[Start of section]
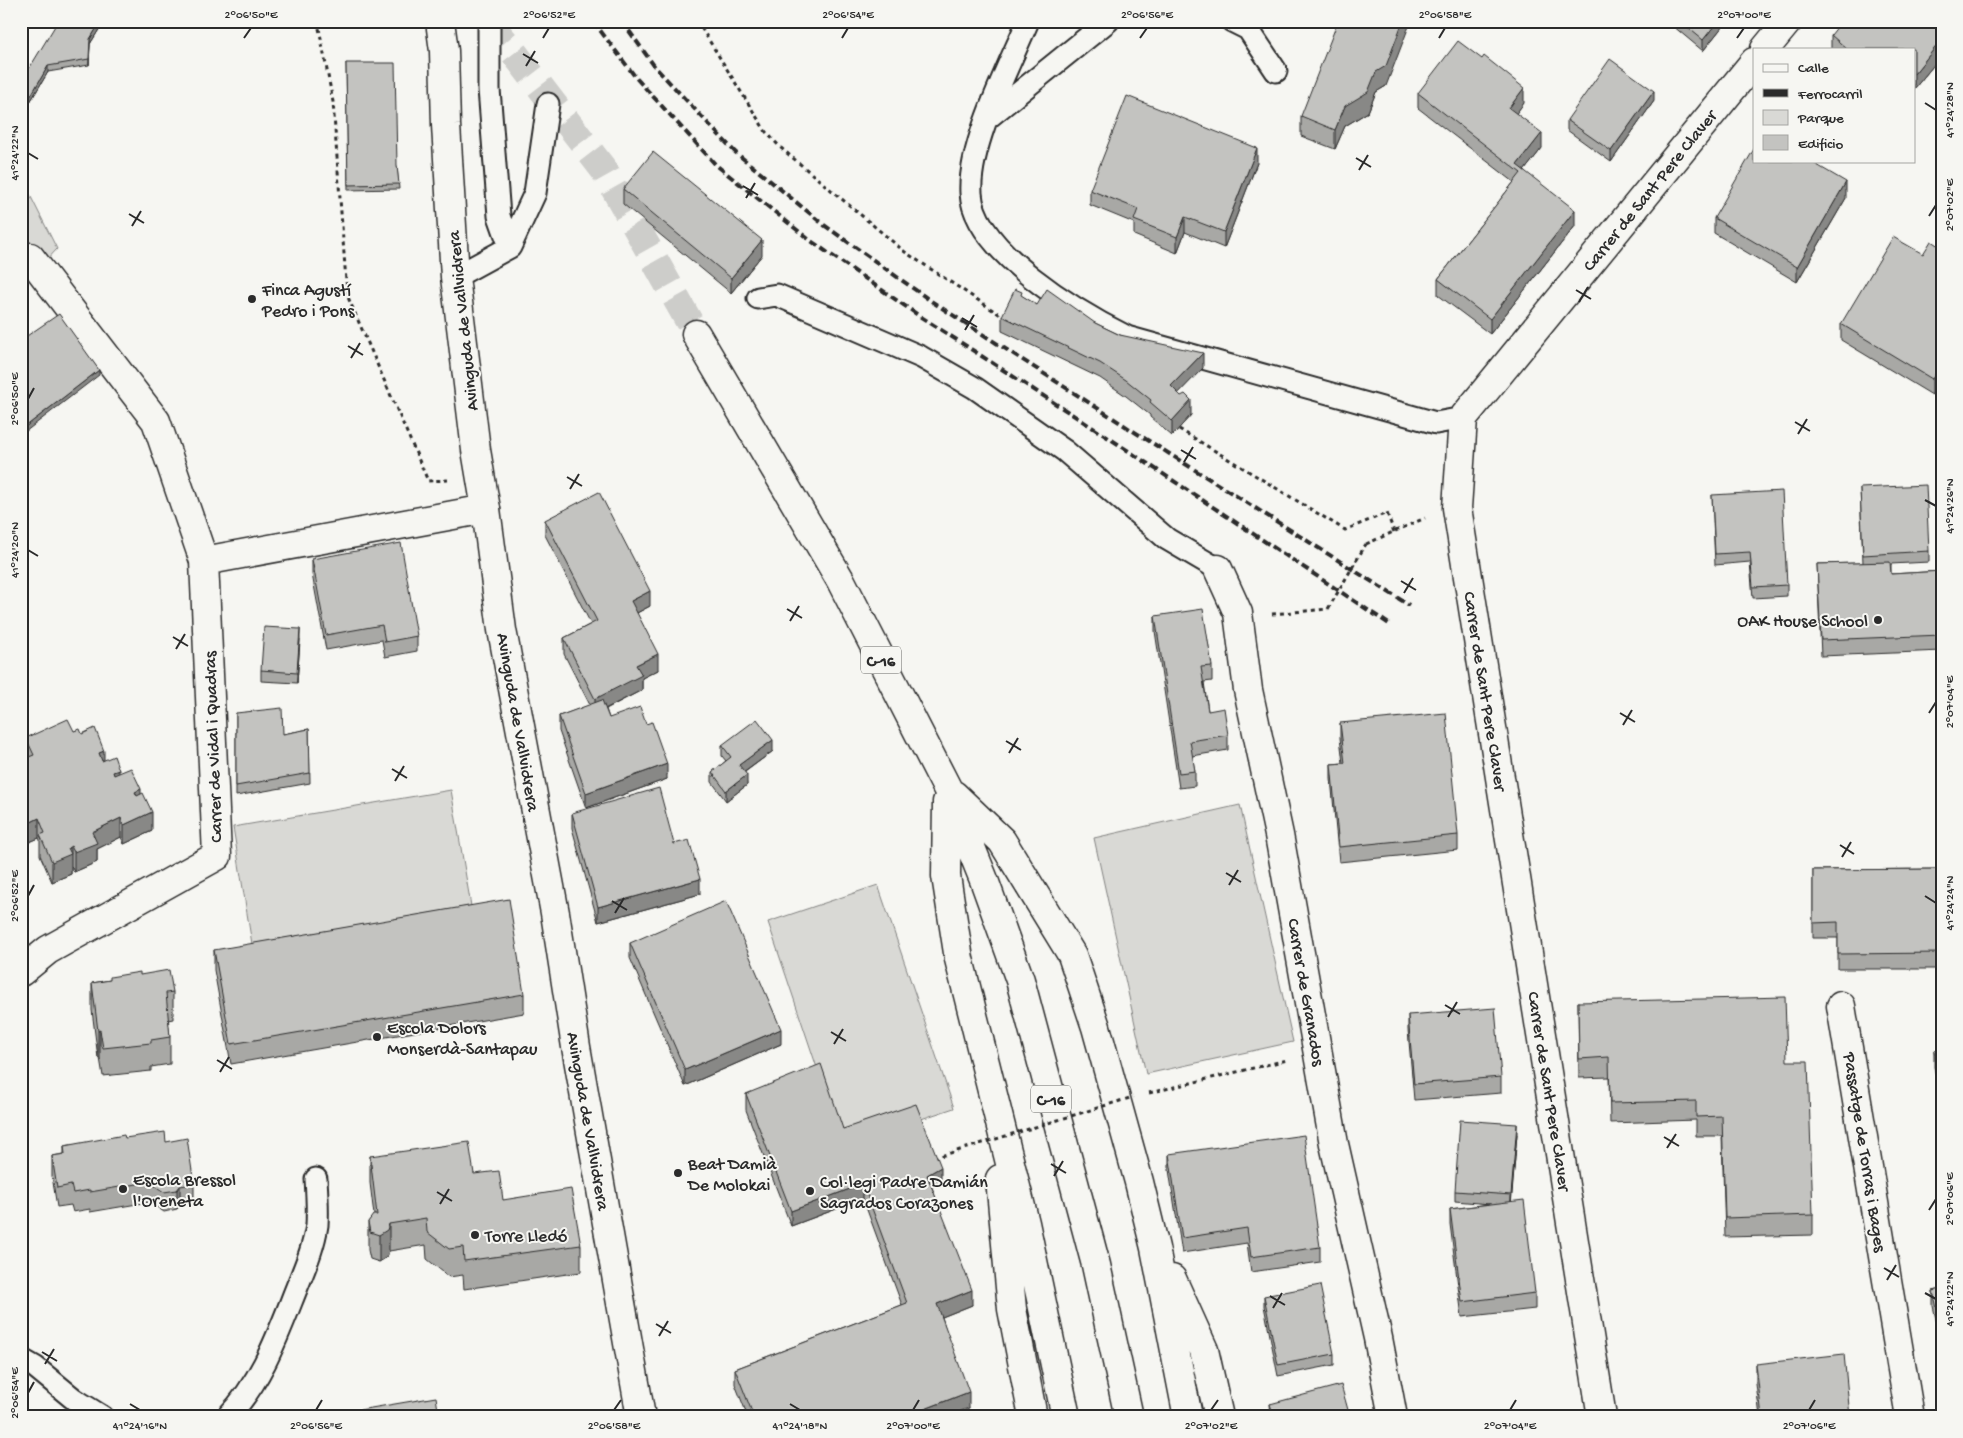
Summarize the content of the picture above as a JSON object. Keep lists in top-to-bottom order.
{
  "streets": {
    "main road": [
      "Carrer de Sant Pere Claver",
      "Avinguda de Vallvidrera",
      "C-16",
      "Carrer de Vidal i Quadras",
      "Carrer de Granados",
      "Passatge de Torras i Bages"
    ]
  },
  "places": [
    "Finca Agustí Pedro i Pons",
    "OAK House School",
    "Escola Dolors Monserdà-Santapau",
    "Beat Damià De Molokai",
    "Escola Bressol l'Oreneta",
    "Col·legi Padre Damián Sagrados Corazones",
    "Torre Lledó"
  ],
  "legend": [
    "Calle",
    "Ferrocarril",
    "Parque",
    "Edificio"
  ],
  "coordinates": [
    "2°06'50\"E",
    "2°06'52\"E",
    "2°06'54\"E",
    "2°06'56\"E",
    "2°06'58\"E",
    "2°07'00\"E",
    "41°24'28\"N",
    "41°24'22\"N",
    "2°07'02\"E",
    "41°24'26\"N",
    "41°24'20\"N",
    "2°07'04\"E",
    "41°24'24\"N",
    "2°07'06\"E",
    "41°24'16\"N",
    "41°24'18\"N"
  ]
}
[End of section]
## What is expected
Would you return the whole listing above exactly as written, skipping any image?

## Answer to the problem
Summarize the content of the picture above as a JSON object. Keep lists in top-to-bottom order.
{
  "streets": {
    "main road": [
      "Carrer de Sant Pere Claver",
      "Avinguda de Vallvidrera",
      "C-16",
      "Carrer de Vidal i Quadras",
      "Carrer de Granados",
      "Passatge de Torras i Bages"
    ]
  },
  "places": [
    "Finca Agustí Pedro i Pons",
    "OAK House School",
    "Escola Dolors Monserdà-Santapau",
    "Beat Damià De Molokai",
    "Escola Bressol l'Oreneta",
    "Col·legi Padre Damián Sagrados Corazones",
    "Torre Lledó"
  ],
  "legend": [
    "Calle",
    "Ferrocarril",
    "Parque",
    "Edificio"
  ],
  "coordinates": [
    "2°06'50\"E",
    "2°06'52\"E",
    "2°06'54\"E",
    "2°06'56\"E",
    "2°06'58\"E",
    "2°07'00\"E",
    "41°24'28\"N",
    "41°24'22\"N",
    "2°07'02\"E",
    "41°24'26\"N",
    "41°24'20\"N",
    "2°07'04\"E",
    "41°24'24\"N",
    "2°07'06\"E",
    "41°24'16\"N",
    "41°24'18\"N"
  ]
}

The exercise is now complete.